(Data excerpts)
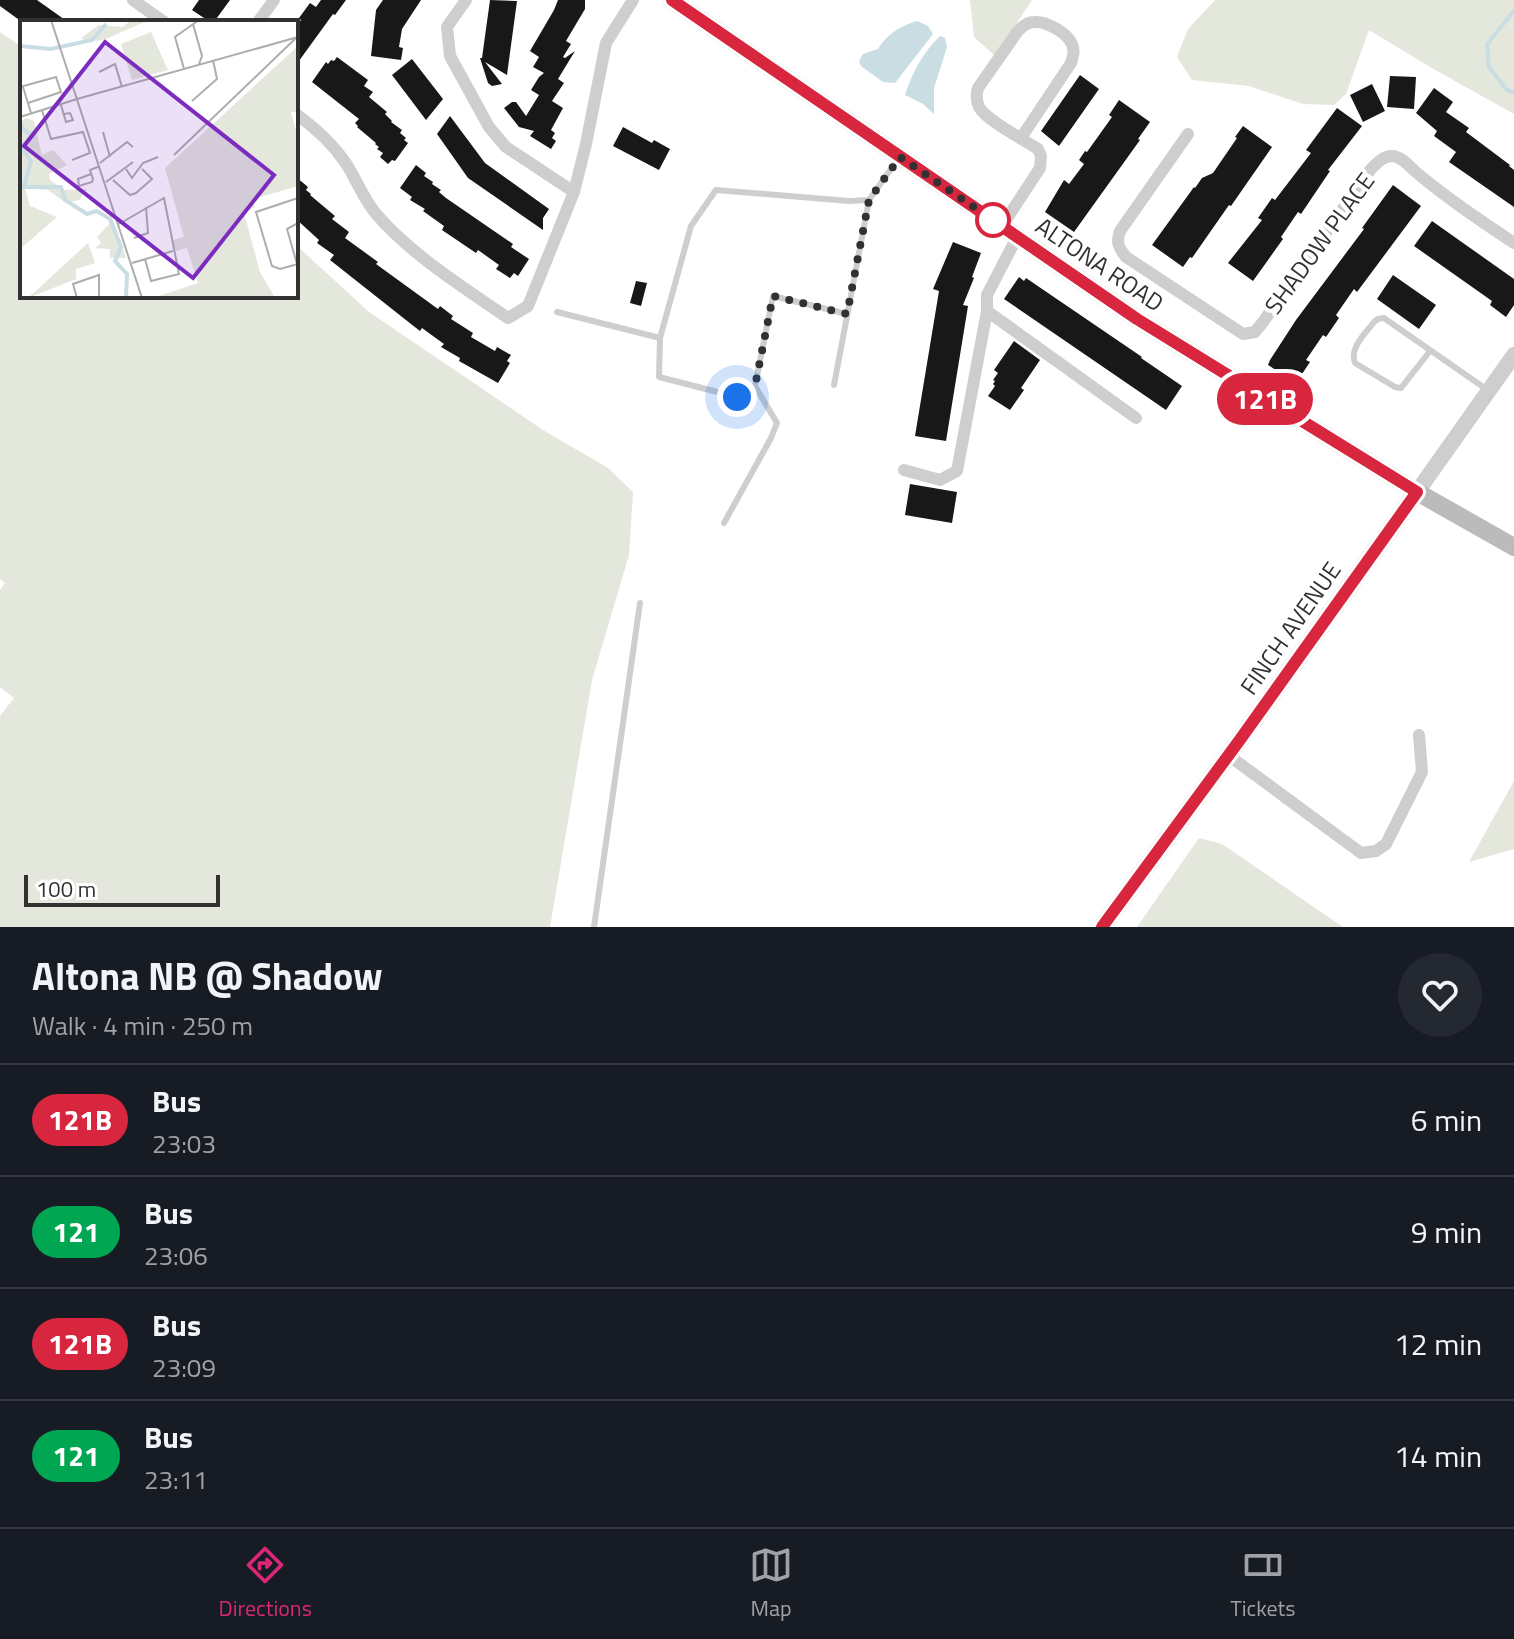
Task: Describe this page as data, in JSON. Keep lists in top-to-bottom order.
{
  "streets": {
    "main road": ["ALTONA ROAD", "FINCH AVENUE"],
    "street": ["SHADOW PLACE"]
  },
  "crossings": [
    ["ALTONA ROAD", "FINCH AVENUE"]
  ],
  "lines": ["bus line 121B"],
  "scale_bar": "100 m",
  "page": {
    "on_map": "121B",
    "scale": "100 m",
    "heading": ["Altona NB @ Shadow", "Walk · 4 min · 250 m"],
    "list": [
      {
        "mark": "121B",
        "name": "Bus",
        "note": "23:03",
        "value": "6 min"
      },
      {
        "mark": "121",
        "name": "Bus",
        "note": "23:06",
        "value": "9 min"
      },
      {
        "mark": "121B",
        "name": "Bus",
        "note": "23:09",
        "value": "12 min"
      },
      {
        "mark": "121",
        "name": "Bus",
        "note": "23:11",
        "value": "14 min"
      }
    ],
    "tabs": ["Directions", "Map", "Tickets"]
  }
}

## Your task
Transcribe all of the records above character for character. Exclude the pictures.

## Completed exercise
Task: Describe this page as data, in JSON. Keep lists in top-to-bottom order.
{
  "streets": {
    "main road": ["ALTONA ROAD", "FINCH AVENUE"],
    "street": ["SHADOW PLACE"]
  },
  "crossings": [
    ["ALTONA ROAD", "FINCH AVENUE"]
  ],
  "lines": ["bus line 121B"],
  "scale_bar": "100 m",
  "page": {
    "on_map": "121B",
    "scale": "100 m",
    "heading": ["Altona NB @ Shadow", "Walk · 4 min · 250 m"],
    "list": [
      {
        "mark": "121B",
        "name": "Bus",
        "note": "23:03",
        "value": "6 min"
      },
      {
        "mark": "121",
        "name": "Bus",
        "note": "23:06",
        "value": "9 min"
      },
      {
        "mark": "121B",
        "name": "Bus",
        "note": "23:09",
        "value": "12 min"
      },
      {
        "mark": "121",
        "name": "Bus",
        "note": "23:11",
        "value": "14 min"
      }
    ],
    "tabs": ["Directions", "Map", "Tickets"]
  }
}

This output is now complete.